A cunhã-poranga do Boi Garantido afirmou que a Zona Franca de Manaus possui importância estratégica e necessária para o Brasil. Além disso, a ZFM ajuda o país a desenvolver a Amazônia sem precisar destruir a floresta, algo que muitas vezes não acontece em outras regiões.
“O principal ganho é o estratégico. A Zona Franca ajuda o país a desenvolver a Amazônia sem precisar destruir a floresta. Enquanto em outras regiões o crescimento econômico, muitas vezes, avançou sobre a natureza, em Manaus foi criado um modelo baseado na indústria, no comércio e na tecnologia. Isso reduz a pressão sobre o desmatamento e ajuda o Brasil a preservar uma das maiores riquezas ambientais”, declarou.
Isabelle também ressaltou a importância da soberania nacional e afirmou que manter uma economia forte na região é fundamental para garantir desenvolvimento, infraestrutura e presença populacional na Amazônia.
“A Amazônia ocupa uma área gigantesca do território brasileiro e é constantemente alvo de interesses internacionais. Então, manter uma economia forte aqui na região significa garantir empregos, infraestrutura e desenvolvimento no coração da Amazônia. Um território abandonado economicamente fica muito mais vulnerável, e a gente sabe disso”, afirmou.
Ataques do influenciador
As declarações de Gabriel Silva sobre o Polo Industrial de Manaus repercutiram nas redes sociais nos últimos dias.
Em um vídeo, o influenciador afirmou que as indústrias instaladas no Amazonas “não servem pra nada” e fez comentários ofensivos ao se referir aos trabalhadores do polo industrial como “índios”.
“Meu irmão, quem foi que inventou de colocar um monte de fábrica que não fabrica nada lá em Manaus?
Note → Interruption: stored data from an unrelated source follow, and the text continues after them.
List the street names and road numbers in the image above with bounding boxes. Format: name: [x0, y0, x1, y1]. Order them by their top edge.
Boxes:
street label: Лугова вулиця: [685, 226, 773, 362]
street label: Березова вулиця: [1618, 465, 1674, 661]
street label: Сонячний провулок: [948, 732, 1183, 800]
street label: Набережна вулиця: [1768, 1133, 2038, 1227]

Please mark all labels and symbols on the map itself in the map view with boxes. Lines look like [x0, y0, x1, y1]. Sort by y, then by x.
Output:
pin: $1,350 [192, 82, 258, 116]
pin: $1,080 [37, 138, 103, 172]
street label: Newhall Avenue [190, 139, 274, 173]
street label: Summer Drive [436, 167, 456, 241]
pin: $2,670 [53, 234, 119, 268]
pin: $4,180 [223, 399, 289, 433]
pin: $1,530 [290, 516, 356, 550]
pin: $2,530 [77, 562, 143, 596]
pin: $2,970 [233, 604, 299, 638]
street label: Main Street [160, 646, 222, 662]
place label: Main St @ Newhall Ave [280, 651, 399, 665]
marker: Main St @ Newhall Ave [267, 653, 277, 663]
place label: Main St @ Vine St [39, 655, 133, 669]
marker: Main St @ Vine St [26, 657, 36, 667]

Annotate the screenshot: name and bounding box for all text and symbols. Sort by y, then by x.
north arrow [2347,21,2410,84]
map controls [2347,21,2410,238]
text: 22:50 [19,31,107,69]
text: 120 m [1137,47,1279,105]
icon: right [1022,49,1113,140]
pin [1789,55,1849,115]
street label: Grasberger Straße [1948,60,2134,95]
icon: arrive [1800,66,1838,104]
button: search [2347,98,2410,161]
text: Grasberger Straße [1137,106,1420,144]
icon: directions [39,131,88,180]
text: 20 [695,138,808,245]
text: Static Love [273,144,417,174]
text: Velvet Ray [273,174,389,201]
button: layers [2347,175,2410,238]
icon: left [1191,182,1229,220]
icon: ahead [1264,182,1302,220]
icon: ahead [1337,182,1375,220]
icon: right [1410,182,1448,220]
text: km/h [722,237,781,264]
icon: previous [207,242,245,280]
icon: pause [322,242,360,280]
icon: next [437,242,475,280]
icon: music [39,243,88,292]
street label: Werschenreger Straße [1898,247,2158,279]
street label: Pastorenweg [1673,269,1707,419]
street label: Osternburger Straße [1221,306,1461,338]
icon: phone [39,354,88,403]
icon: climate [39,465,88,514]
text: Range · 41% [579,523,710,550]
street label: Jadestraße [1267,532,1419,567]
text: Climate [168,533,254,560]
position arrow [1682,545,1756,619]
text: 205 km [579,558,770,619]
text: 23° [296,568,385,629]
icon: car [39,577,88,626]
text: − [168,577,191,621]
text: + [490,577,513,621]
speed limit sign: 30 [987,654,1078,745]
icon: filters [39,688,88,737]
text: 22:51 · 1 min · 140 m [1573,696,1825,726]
Se estes produtos viessem da China, seria melhor. Ai vem os produtos, que eles não fabricam, eles montam. Ai eles montam os produtos em Manaus com as fábricas tudo em ‘cima de árvores’ para depois enviar para São Paulo e daqui vende. Aí as pessoas tem que pagar muito mais caro porque a gente tem que ficar empregando estes índios aí”, disse.
Gabriel também ironizou a logística da Região Norte, debochou da localização das fábricas e afirmou que a Zona Franca de Manaus “deixa os produtos mais caros no Brasil”.
As declarações geraram forte reação nas redes sociais e críticas de internautas, políticos e representantes da região amazônica.